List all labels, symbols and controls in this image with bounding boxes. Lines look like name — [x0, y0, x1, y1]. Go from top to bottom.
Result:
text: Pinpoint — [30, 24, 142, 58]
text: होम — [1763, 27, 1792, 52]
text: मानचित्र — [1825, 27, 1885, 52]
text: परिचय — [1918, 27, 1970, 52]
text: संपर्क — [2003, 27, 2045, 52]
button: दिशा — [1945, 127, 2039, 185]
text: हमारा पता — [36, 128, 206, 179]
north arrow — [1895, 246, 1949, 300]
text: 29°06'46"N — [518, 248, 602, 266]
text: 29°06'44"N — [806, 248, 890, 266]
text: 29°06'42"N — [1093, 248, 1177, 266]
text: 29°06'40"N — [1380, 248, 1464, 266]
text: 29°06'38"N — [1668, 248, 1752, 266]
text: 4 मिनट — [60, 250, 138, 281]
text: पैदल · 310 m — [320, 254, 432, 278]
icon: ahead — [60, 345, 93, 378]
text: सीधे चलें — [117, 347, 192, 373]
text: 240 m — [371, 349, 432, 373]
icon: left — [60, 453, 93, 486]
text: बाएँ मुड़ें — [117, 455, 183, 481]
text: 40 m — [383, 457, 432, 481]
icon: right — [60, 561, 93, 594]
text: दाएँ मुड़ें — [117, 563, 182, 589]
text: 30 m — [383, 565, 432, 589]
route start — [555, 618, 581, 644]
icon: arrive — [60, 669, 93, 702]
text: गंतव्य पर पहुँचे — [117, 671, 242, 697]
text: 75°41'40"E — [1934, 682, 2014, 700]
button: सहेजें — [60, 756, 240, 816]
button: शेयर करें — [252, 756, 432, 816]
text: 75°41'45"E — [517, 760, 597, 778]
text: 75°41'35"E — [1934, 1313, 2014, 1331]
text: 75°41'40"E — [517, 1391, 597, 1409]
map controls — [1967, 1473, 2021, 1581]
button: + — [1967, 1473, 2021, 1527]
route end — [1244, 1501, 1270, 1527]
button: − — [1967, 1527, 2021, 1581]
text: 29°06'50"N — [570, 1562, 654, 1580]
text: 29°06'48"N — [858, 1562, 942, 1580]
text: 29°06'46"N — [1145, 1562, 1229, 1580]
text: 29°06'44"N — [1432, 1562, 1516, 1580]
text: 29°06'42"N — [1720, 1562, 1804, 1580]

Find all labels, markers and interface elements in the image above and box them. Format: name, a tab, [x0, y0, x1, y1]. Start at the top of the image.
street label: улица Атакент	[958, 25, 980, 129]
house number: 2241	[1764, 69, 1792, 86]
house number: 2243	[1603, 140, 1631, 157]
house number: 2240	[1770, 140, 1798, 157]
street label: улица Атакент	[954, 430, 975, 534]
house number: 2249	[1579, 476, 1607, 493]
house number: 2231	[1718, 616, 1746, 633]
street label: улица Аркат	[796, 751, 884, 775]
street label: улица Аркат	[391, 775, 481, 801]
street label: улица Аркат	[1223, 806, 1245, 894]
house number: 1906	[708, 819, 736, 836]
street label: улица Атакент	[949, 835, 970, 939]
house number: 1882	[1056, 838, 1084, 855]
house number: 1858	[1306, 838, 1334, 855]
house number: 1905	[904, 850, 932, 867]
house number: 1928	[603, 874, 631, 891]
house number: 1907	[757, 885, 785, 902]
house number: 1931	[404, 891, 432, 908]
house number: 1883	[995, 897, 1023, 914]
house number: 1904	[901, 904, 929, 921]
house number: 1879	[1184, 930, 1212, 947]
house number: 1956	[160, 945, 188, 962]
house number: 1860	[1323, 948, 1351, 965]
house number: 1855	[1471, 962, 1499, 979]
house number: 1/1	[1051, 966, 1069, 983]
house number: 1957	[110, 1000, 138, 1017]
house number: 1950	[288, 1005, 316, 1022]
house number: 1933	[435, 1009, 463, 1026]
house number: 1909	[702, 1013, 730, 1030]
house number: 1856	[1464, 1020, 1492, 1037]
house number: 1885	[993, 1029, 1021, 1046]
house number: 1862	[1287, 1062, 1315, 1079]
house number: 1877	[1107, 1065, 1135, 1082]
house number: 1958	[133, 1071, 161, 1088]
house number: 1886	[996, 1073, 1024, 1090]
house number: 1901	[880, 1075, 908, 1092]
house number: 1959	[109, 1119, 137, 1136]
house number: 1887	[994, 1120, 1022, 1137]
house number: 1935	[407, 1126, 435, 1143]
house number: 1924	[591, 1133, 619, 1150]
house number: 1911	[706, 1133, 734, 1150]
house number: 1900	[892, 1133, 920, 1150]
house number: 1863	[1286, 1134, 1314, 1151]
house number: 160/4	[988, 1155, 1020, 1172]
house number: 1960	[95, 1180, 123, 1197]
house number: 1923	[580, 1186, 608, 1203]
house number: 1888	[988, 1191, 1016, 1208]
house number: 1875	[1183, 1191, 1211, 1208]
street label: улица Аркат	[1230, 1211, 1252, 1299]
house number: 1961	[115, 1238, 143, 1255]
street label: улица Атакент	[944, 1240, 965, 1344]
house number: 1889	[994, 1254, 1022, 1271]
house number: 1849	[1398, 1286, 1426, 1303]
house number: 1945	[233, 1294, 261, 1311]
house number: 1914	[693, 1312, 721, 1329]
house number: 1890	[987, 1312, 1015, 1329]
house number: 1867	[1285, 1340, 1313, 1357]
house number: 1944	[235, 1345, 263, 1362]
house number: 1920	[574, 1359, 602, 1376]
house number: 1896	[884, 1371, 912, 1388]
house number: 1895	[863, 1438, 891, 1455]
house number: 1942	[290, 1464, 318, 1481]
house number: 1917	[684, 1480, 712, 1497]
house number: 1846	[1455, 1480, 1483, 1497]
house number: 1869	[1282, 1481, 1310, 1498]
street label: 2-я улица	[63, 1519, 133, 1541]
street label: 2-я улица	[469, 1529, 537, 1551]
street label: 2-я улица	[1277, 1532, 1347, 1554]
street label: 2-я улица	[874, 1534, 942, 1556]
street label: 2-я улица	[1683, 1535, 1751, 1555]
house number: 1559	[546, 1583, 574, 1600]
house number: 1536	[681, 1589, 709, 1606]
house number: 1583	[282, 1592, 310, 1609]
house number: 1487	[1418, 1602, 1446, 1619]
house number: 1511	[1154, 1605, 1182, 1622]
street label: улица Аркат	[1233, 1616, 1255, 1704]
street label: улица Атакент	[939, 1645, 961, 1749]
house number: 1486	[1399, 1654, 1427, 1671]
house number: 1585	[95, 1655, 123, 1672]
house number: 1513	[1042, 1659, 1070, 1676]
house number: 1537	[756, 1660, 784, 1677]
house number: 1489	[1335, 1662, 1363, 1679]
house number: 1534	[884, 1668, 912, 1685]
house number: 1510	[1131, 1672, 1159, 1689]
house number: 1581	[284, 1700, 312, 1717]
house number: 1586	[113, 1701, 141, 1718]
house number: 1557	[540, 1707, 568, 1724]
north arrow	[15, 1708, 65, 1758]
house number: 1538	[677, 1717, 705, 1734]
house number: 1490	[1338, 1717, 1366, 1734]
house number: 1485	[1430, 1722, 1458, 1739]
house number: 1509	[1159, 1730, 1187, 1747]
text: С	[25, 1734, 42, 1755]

- **WORK ITEM**: Every entry in the listing should be retyped exactly.

- **ANSWER BOX**:
List all labels, symbols and controls in this image with bounding boxes. Lines look like name — [x0, y0, x1, y1]. Go from top to bottom.
Result:
text: Pinpoint — [30, 24, 142, 58]
text: होम — [1763, 27, 1792, 52]
text: मानचित्र — [1825, 27, 1885, 52]
text: परिचय — [1918, 27, 1970, 52]
text: संपर्क — [2003, 27, 2045, 52]
button: दिशा — [1945, 127, 2039, 185]
text: हमारा पता — [36, 128, 206, 179]
north arrow — [1895, 246, 1949, 300]
text: 29°06'46"N — [518, 248, 602, 266]
text: 29°06'44"N — [806, 248, 890, 266]
text: 29°06'42"N — [1093, 248, 1177, 266]
text: 29°06'40"N — [1380, 248, 1464, 266]
text: 29°06'38"N — [1668, 248, 1752, 266]
text: 4 मिनट — [60, 250, 138, 281]
text: पैदल · 310 m — [320, 254, 432, 278]
icon: ahead — [60, 345, 93, 378]
text: सीधे चलें — [117, 347, 192, 373]
text: 240 m — [371, 349, 432, 373]
icon: left — [60, 453, 93, 486]
text: बाएँ मुड़ें — [117, 455, 183, 481]
text: 40 m — [383, 457, 432, 481]
icon: right — [60, 561, 93, 594]
text: दाएँ मुड़ें — [117, 563, 182, 589]
text: 30 m — [383, 565, 432, 589]
route start — [555, 618, 581, 644]
icon: arrive — [60, 669, 93, 702]
text: गंतव्य पर पहुँचे — [117, 671, 242, 697]
text: 75°41'40"E — [1934, 682, 2014, 700]
button: सहेजें — [60, 756, 240, 816]
button: शेयर करें — [252, 756, 432, 816]
text: 75°41'45"E — [517, 760, 597, 778]
text: 75°41'35"E — [1934, 1313, 2014, 1331]
text: 75°41'40"E — [517, 1391, 597, 1409]
map controls — [1967, 1473, 2021, 1581]
button: + — [1967, 1473, 2021, 1527]
route end — [1244, 1501, 1270, 1527]
button: − — [1967, 1527, 2021, 1581]
text: 29°06'50"N — [570, 1562, 654, 1580]
text: 29°06'48"N — [858, 1562, 942, 1580]
text: 29°06'46"N — [1145, 1562, 1229, 1580]
text: 29°06'44"N — [1432, 1562, 1516, 1580]
text: 29°06'42"N — [1720, 1562, 1804, 1580]

Find all labels, markers and interface elements in the image above and box them. Format: name, a tab, [x0, y0, x1, y1]. Start at the top of the image.
street label: улица Атакент	[958, 25, 980, 129]
house number: 2241	[1764, 69, 1792, 86]
house number: 2243	[1603, 140, 1631, 157]
house number: 2240	[1770, 140, 1798, 157]
street label: улица Атакент	[954, 430, 975, 534]
house number: 2249	[1579, 476, 1607, 493]
house number: 2231	[1718, 616, 1746, 633]
street label: улица Аркат	[796, 751, 884, 775]
street label: улица Аркат	[391, 775, 481, 801]
street label: улица Аркат	[1223, 806, 1245, 894]
house number: 1906	[708, 819, 736, 836]
street label: улица Атакент	[949, 835, 970, 939]
house number: 1882	[1056, 838, 1084, 855]
house number: 1858	[1306, 838, 1334, 855]
house number: 1905	[904, 850, 932, 867]
house number: 1928	[603, 874, 631, 891]
house number: 1907	[757, 885, 785, 902]
house number: 1931	[404, 891, 432, 908]
house number: 1883	[995, 897, 1023, 914]
house number: 1904	[901, 904, 929, 921]
house number: 1879	[1184, 930, 1212, 947]
house number: 1956	[160, 945, 188, 962]
house number: 1860	[1323, 948, 1351, 965]
house number: 1855	[1471, 962, 1499, 979]
house number: 1/1	[1051, 966, 1069, 983]
house number: 1957	[110, 1000, 138, 1017]
house number: 1950	[288, 1005, 316, 1022]
house number: 1933	[435, 1009, 463, 1026]
house number: 1909	[702, 1013, 730, 1030]
house number: 1856	[1464, 1020, 1492, 1037]
house number: 1885	[993, 1029, 1021, 1046]
house number: 1862	[1287, 1062, 1315, 1079]
house number: 1877	[1107, 1065, 1135, 1082]
house number: 1958	[133, 1071, 161, 1088]
house number: 1886	[996, 1073, 1024, 1090]
house number: 1901	[880, 1075, 908, 1092]
house number: 1959	[109, 1119, 137, 1136]
house number: 1887	[994, 1120, 1022, 1137]
house number: 1935	[407, 1126, 435, 1143]
house number: 1924	[591, 1133, 619, 1150]
house number: 1911	[706, 1133, 734, 1150]
house number: 1900	[892, 1133, 920, 1150]
house number: 1863	[1286, 1134, 1314, 1151]
house number: 160/4	[988, 1155, 1020, 1172]
house number: 1960	[95, 1180, 123, 1197]
house number: 1923	[580, 1186, 608, 1203]
house number: 1888	[988, 1191, 1016, 1208]
house number: 1875	[1183, 1191, 1211, 1208]
street label: улица Аркат	[1230, 1211, 1252, 1299]
house number: 1961	[115, 1238, 143, 1255]
street label: улица Атакент	[944, 1240, 965, 1344]
house number: 1889	[994, 1254, 1022, 1271]
house number: 1849	[1398, 1286, 1426, 1303]
house number: 1945	[233, 1294, 261, 1311]
house number: 1914	[693, 1312, 721, 1329]
house number: 1890	[987, 1312, 1015, 1329]
house number: 1867	[1285, 1340, 1313, 1357]
house number: 1944	[235, 1345, 263, 1362]
house number: 1920	[574, 1359, 602, 1376]
house number: 1896	[884, 1371, 912, 1388]
house number: 1895	[863, 1438, 891, 1455]
house number: 1942	[290, 1464, 318, 1481]
house number: 1917	[684, 1480, 712, 1497]
house number: 1846	[1455, 1480, 1483, 1497]
house number: 1869	[1282, 1481, 1310, 1498]
street label: 2-я улица	[63, 1519, 133, 1541]
street label: 2-я улица	[469, 1529, 537, 1551]
street label: 2-я улица	[1277, 1532, 1347, 1554]
street label: 2-я улица	[874, 1534, 942, 1556]
street label: 2-я улица	[1683, 1535, 1751, 1555]
house number: 1559	[546, 1583, 574, 1600]
house number: 1536	[681, 1589, 709, 1606]
house number: 1583	[282, 1592, 310, 1609]
house number: 1487	[1418, 1602, 1446, 1619]
house number: 1511	[1154, 1605, 1182, 1622]
street label: улица Аркат	[1233, 1616, 1255, 1704]
street label: улица Атакент	[939, 1645, 961, 1749]
house number: 1486	[1399, 1654, 1427, 1671]
house number: 1585	[95, 1655, 123, 1672]
house number: 1513	[1042, 1659, 1070, 1676]
house number: 1537	[756, 1660, 784, 1677]
house number: 1489	[1335, 1662, 1363, 1679]
house number: 1534	[884, 1668, 912, 1685]
house number: 1510	[1131, 1672, 1159, 1689]
house number: 1581	[284, 1700, 312, 1717]
house number: 1586	[113, 1701, 141, 1718]
house number: 1557	[540, 1707, 568, 1724]
north arrow	[15, 1708, 65, 1758]
house number: 1538	[677, 1717, 705, 1734]
house number: 1490	[1338, 1717, 1366, 1734]
house number: 1485	[1430, 1722, 1458, 1739]
house number: 1509	[1159, 1730, 1187, 1747]
text: С	[25, 1734, 42, 1755]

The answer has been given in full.